ChrisRackauckas commented 2 weeks ago

map!(x -> .-x, var"•1",k) That's not correct. It's x - y, there shouldn't be the dot. But x is also the output vector, which map! doesn't allow, so you need another cache vector.

jClugstor commented 2 weeks ago

Doesn't var"•1" .= (.-)(k) just negate every element of k and assign that vector to var"•1" ? Isn't var"•1" the destination, and k the collection to map over?

ChrisRackauckas commented 2 weeks ago

Oh my bad, for some reason I thought it was .-=. Mixed activity stuff landed on Enzyme master, can you try that out?

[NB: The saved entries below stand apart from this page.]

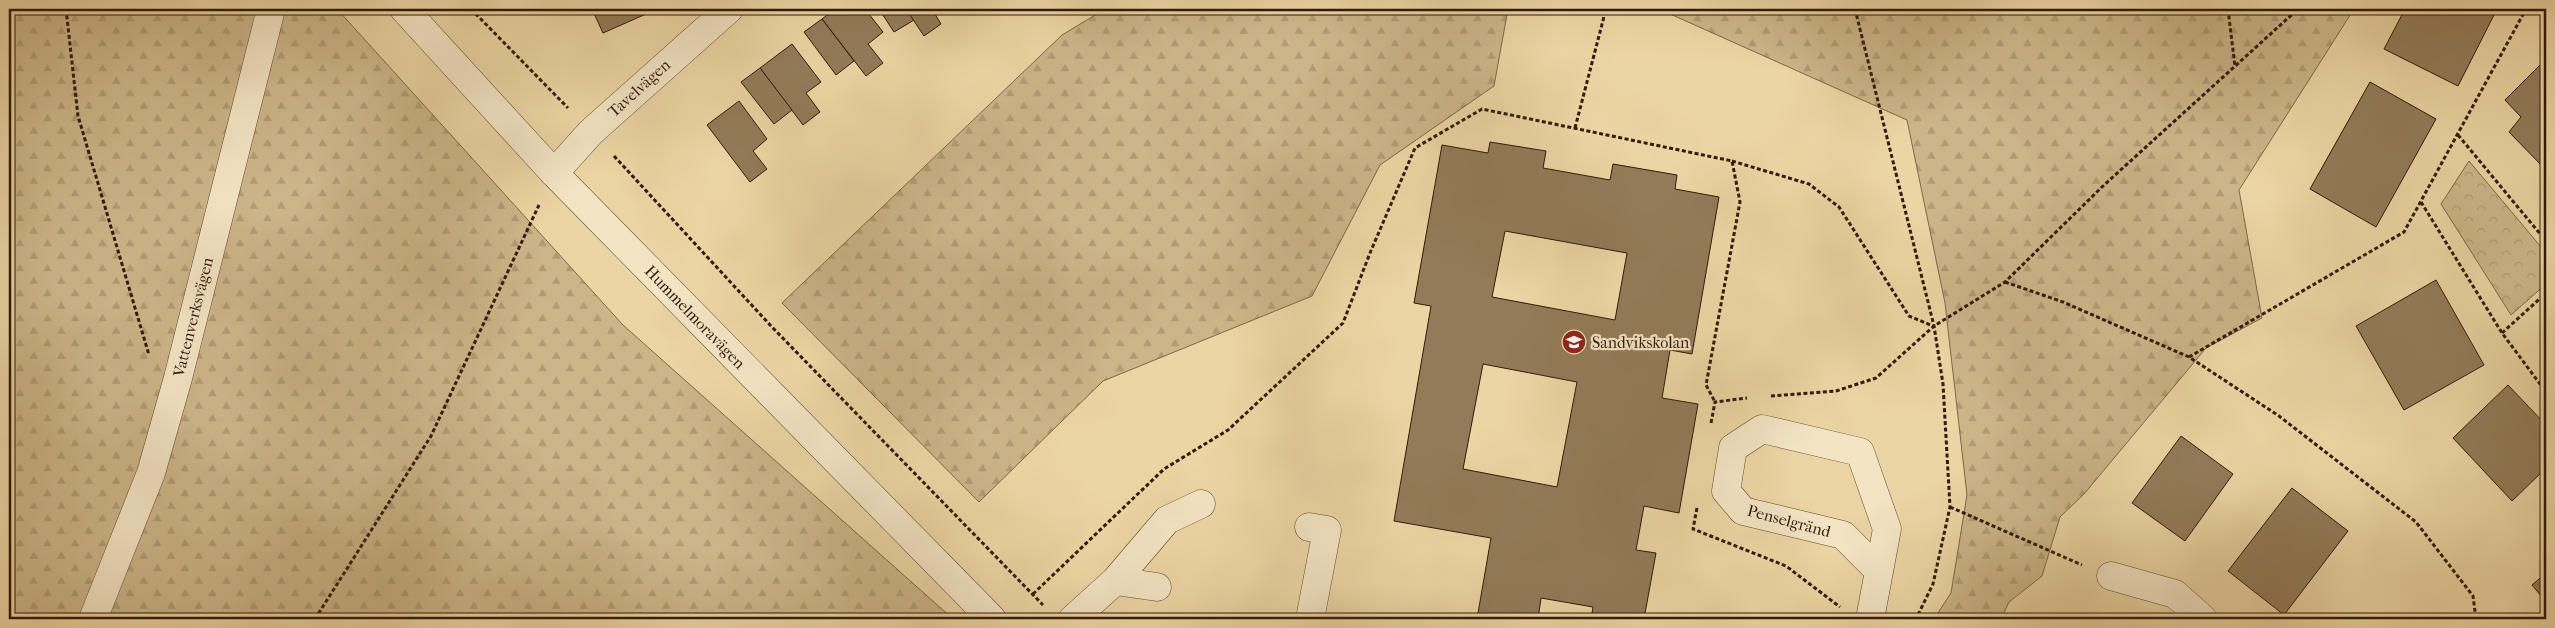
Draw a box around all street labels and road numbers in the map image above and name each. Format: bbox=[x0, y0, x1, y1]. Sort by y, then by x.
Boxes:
street label: Tavelvägen bbox=[604, 55, 675, 121]
street label: Vattenverksvägen bbox=[169, 255, 217, 380]
street label: Hummelmoravägen bbox=[641, 261, 750, 373]
street label: Penselgränd bbox=[1745, 501, 1833, 541]

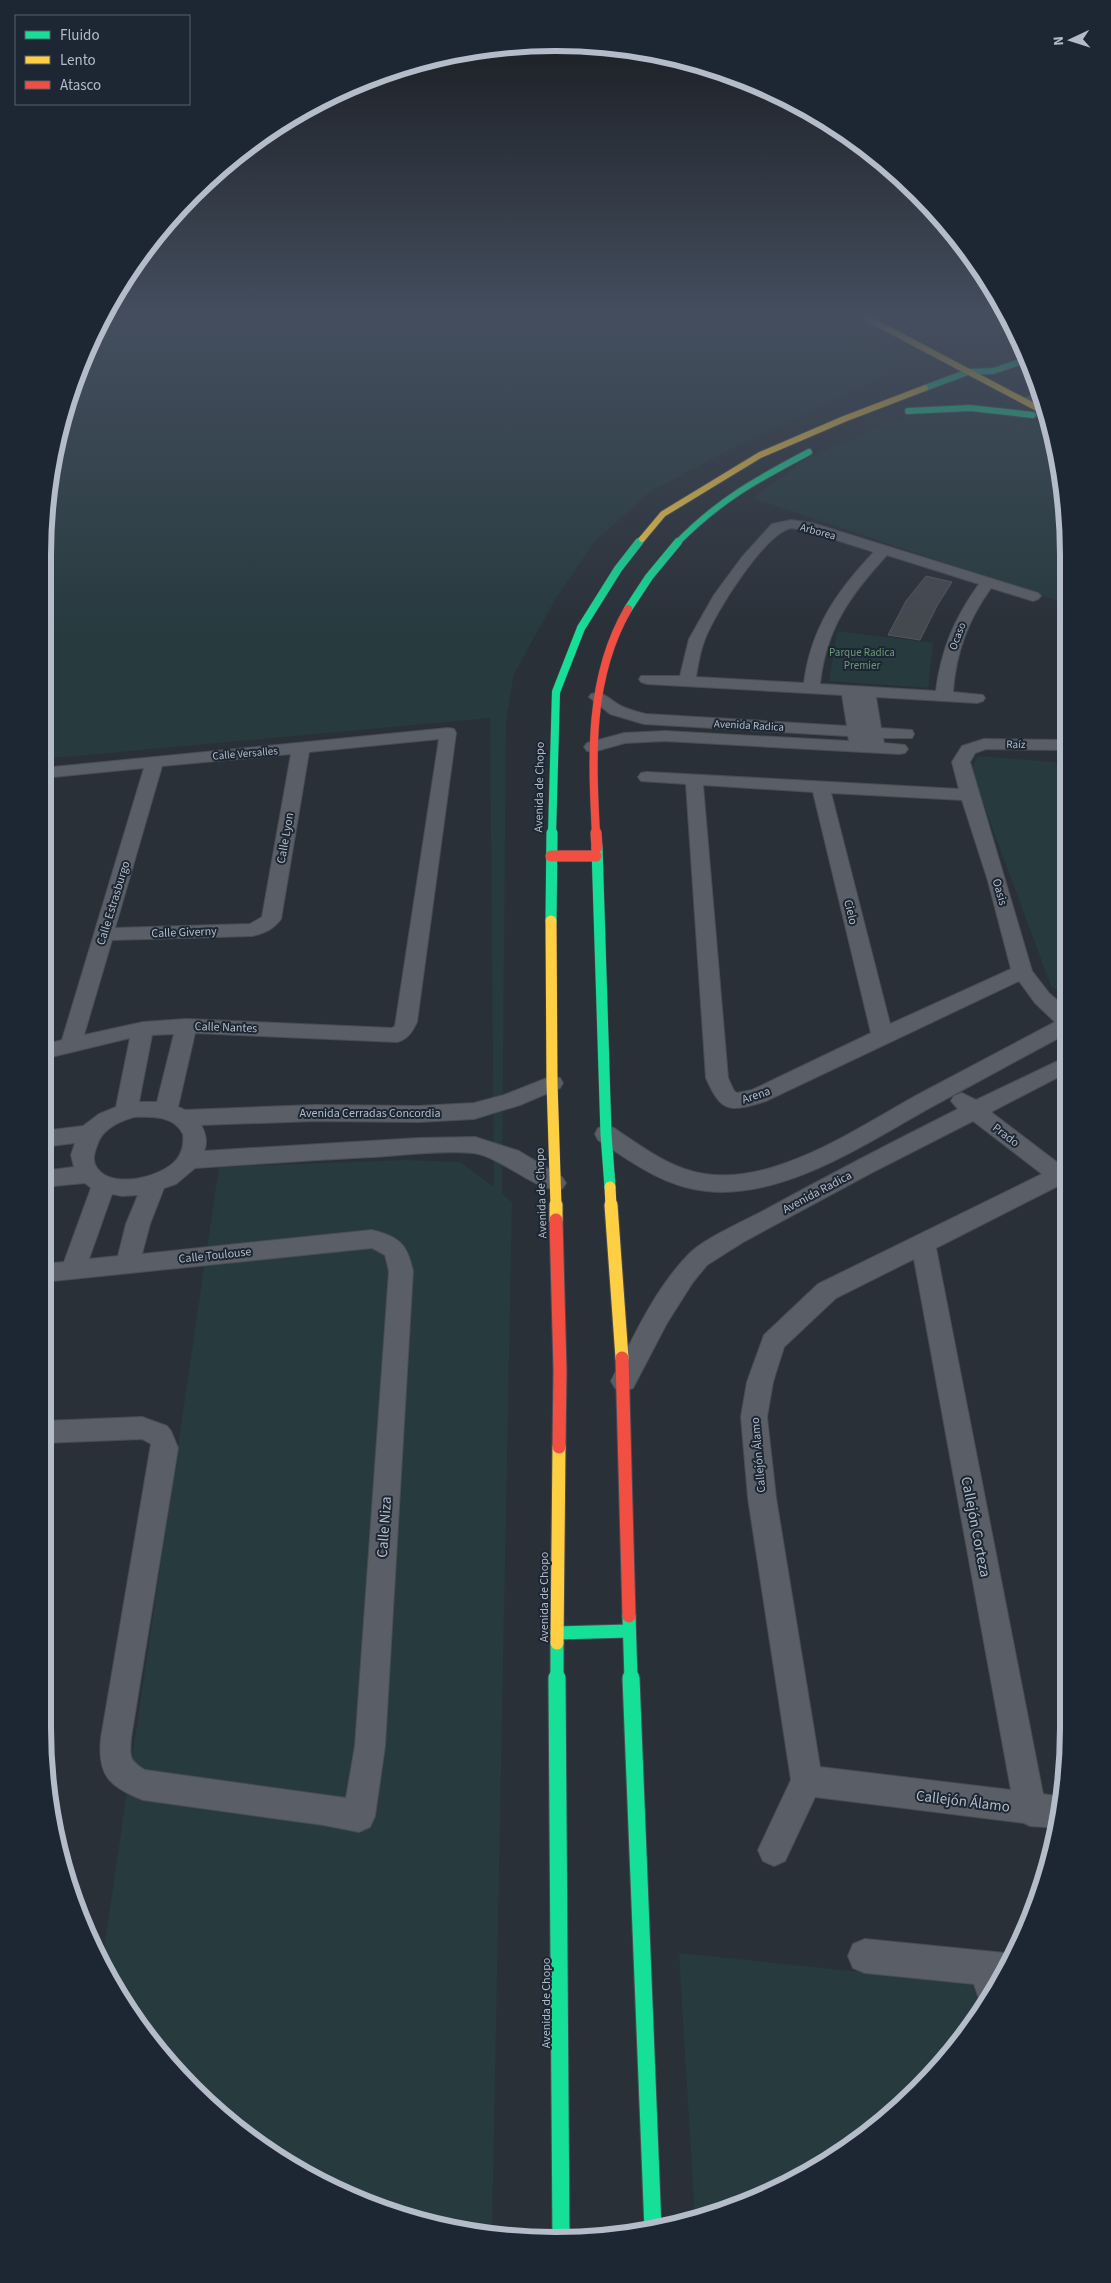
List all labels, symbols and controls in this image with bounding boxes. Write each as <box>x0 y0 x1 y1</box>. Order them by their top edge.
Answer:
legend <box>15 15 190 105</box>
north arrow <box>1046 15 1096 65</box>
text: Fluido <box>60 25 100 46</box>
text: N <box>1049 35 1069 46</box>
text: Lento <box>60 50 96 71</box>
text: Atasco <box>60 75 101 96</box>
street label: Arborea <box>798 520 837 543</box>
street label: Ocaso <box>945 620 970 652</box>
park label: Parque Radica Premier <box>829 645 895 673</box>
street label: Avenida Radica <box>714 716 784 735</box>
street label: Raíz <box>1006 737 1026 752</box>
street label: Avenida de Chopo <box>530 742 549 832</box>
street label: Calle Versalles <box>212 743 279 764</box>
street label: Calle Lyon <box>273 811 298 865</box>
street label: Calle Estrasburgo <box>93 859 134 947</box>
street label: Oasis <box>988 877 1011 907</box>
street label: Cielo <box>839 898 862 926</box>
street label: Calle Giverny <box>151 923 217 942</box>
street label: Calle Nantes <box>194 1018 258 1037</box>
street label: Arena <box>740 1083 773 1108</box>
street label: Avenida Cerradas Concordia <box>300 1105 440 1122</box>
street label: Prado <box>989 1120 1023 1151</box>
street label: Avenida de Chopo <box>531 1147 552 1239</box>
street label: Avenida Radica <box>780 1167 855 1218</box>
street label: Calle Toulouse <box>178 1243 252 1268</box>
street label: Callejón Álamo <box>747 1417 770 1493</box>
street label: Callejón Corteza <box>955 1475 996 1579</box>
street label: Calle Niza <box>372 1496 397 1558</box>
street label: Avenida de Chopo <box>536 1552 553 1642</box>
street label: Callejón Álamo <box>915 1785 1011 1818</box>
street label: Avenida de Chopo <box>538 1958 555 2048</box>

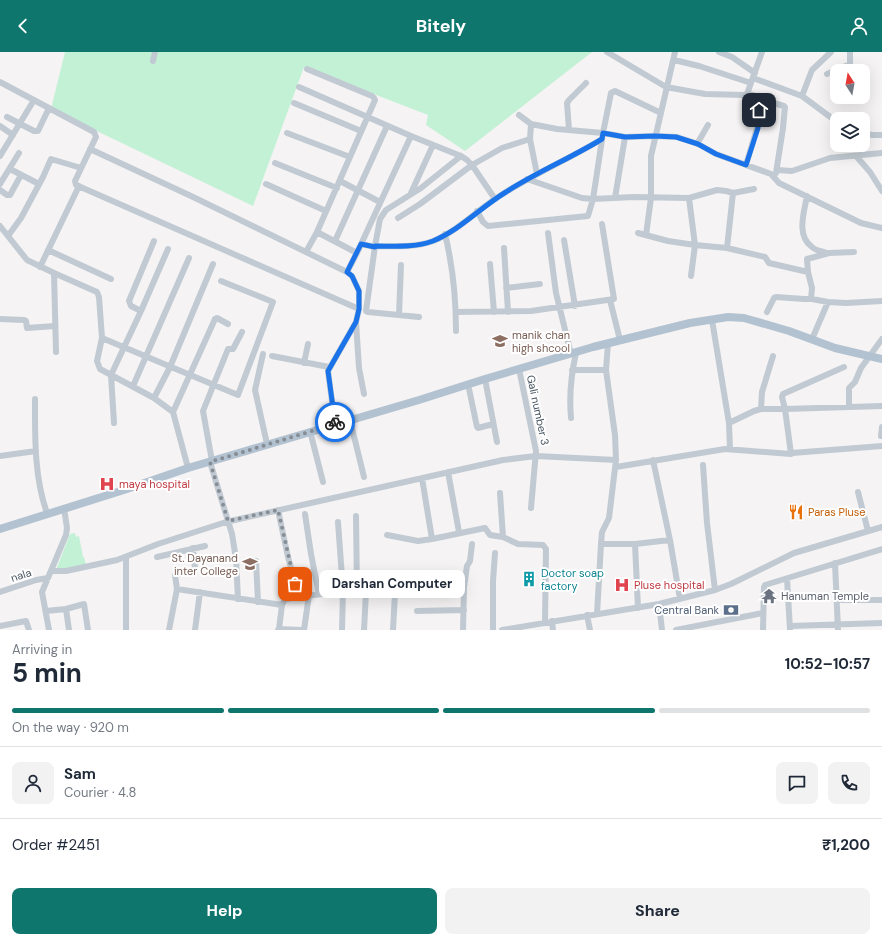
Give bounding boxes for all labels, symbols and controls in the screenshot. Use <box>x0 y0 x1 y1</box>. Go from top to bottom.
text: Bitely <box>416 14 466 38</box>
icon: back <box>12 15 34 37</box>
icon: person <box>848 15 870 37</box>
north arrow <box>830 64 870 104</box>
map controls <box>830 64 870 152</box>
pin <box>742 93 776 127</box>
icon: home <box>748 99 770 121</box>
button: layers <box>830 112 870 152</box>
place label: manik chan high shcool <box>512 328 570 355</box>
school or university icon: manik chan high shcool <box>491 332 509 350</box>
street label: Gali number 3 <box>524 374 552 446</box>
courier <box>315 402 355 442</box>
icon: bike <box>324 411 346 433</box>
hospital icon: maya hospital <box>98 475 116 493</box>
place label: maya hospital <box>119 477 190 491</box>
restaurant icon: Paras Pluse <box>787 503 805 521</box>
place label: Paras Pluse <box>808 505 866 519</box>
place label: St. Dayanand inter College <box>172 551 238 578</box>
school or university icon: St. Dayanand inter College <box>241 555 259 573</box>
street label: nala <box>9 565 33 585</box>
place label: Doctor soap factory <box>541 566 604 593</box>
pin <box>278 567 312 601</box>
callout: Darshan Computer <box>319 570 465 598</box>
building icon: Doctor soap factory <box>520 570 538 588</box>
icon: bag <box>284 573 306 595</box>
text: Darshan Computer <box>332 575 452 592</box>
hospital icon: Pluse hospital <box>613 576 631 594</box>
place label: Pluse hospital <box>634 578 704 592</box>
temple icon: Hanuman Temple <box>760 587 778 605</box>
place label: Hanuman Temple <box>781 589 869 603</box>
bank icon: Central Bank <box>722 601 740 619</box>
place label: Central Bank <box>654 603 719 617</box>
text: Arriving in <box>12 641 72 658</box>
text: 10:52–10:57 <box>785 654 870 674</box>
text: 5 min <box>12 656 82 690</box>
text: On the way · 920 m <box>12 719 129 736</box>
button: person <box>12 762 54 804</box>
button: chat <box>776 762 818 804</box>
button: phone <box>828 762 870 804</box>
text: Sam <box>64 764 96 784</box>
text: Courier · 4.8 <box>64 784 136 801</box>
text: Order #2451 <box>12 835 100 855</box>
text: ₹1,200 <box>822 835 870 855</box>
button: Help <box>12 888 437 934</box>
button: Share <box>445 888 870 934</box>

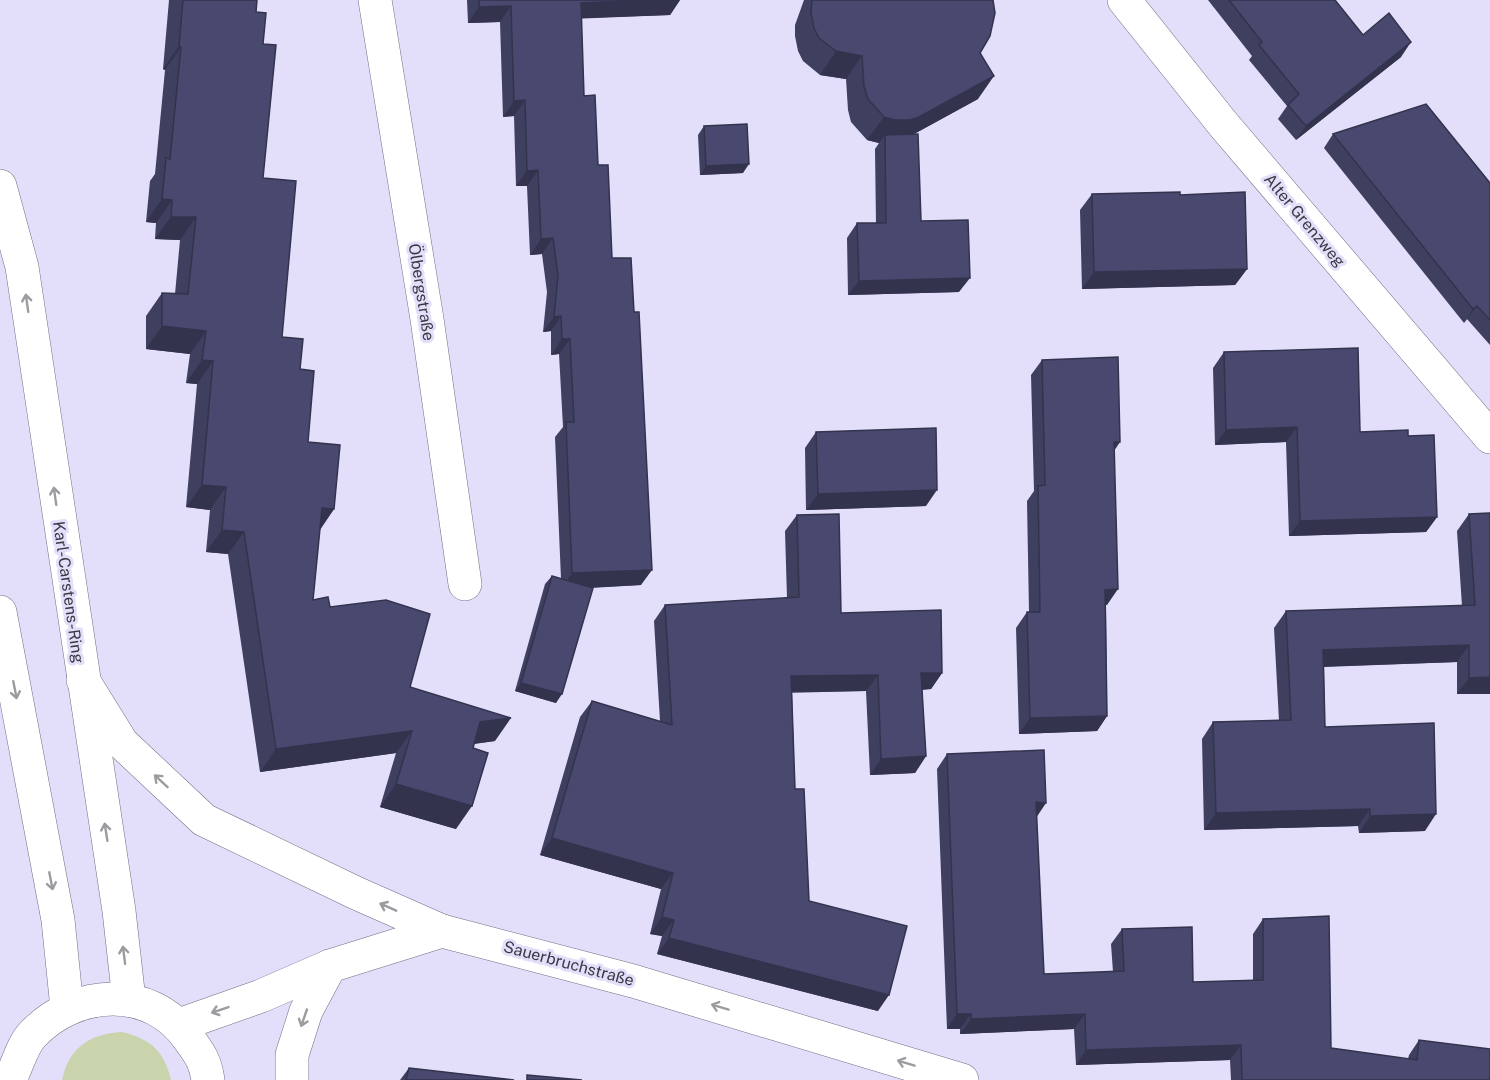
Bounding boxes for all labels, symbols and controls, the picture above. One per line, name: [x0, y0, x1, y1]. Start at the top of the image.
street label: Alter Grenzweg: [1260, 170, 1349, 271]
street label: Ölbergstraße: [404, 242, 440, 342]
one-way arrow: [22, 294, 33, 314]
one-way arrow: [50, 487, 61, 507]
street label: Karl-Carstens-Ring: [49, 520, 88, 664]
one-way arrow: [10, 679, 21, 699]
one-way arrow: [154, 774, 169, 788]
one-way arrow: [101, 823, 112, 842]
one-way arrow: [46, 871, 57, 891]
one-way arrow: [379, 901, 398, 912]
street label: Sauerbruchstraße: [502, 937, 636, 990]
one-way arrow: [118, 946, 129, 966]
one-way arrow: [711, 1001, 730, 1012]
one-way arrow: [211, 1006, 230, 1017]
one-way arrow: [298, 1009, 309, 1027]
one-way arrow: [897, 1057, 916, 1068]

jClugstor commented 2 weeks ago

Tried Enzyme master out, still an error.

using Enzyme, PreallocationTools, ComponentArrays, Zygote, OrdinaryDiffEq, SciMLSensitivity

Enzyme.API.runtimeActivity!(true)

not_decapode_f = begin
    function simulate()
        begin
            var"__•1" = PreallocationTools.FixedSizeDiffCache(Vector{Float64}(undef, 1))
            __V̇ = PreallocationTools.FixedSizeDiffCache(Vector{Float64}(undef, 1))
        end
        let  var"__•1"=var"__•1", __V̇=__V̇
        f(du, u, p, t) = begin
                begin
                    X = u.X
                    k = p.k
                    V = u.V
                end
                var"•1" = PreallocationTools.get_tmp(var"__•1", u)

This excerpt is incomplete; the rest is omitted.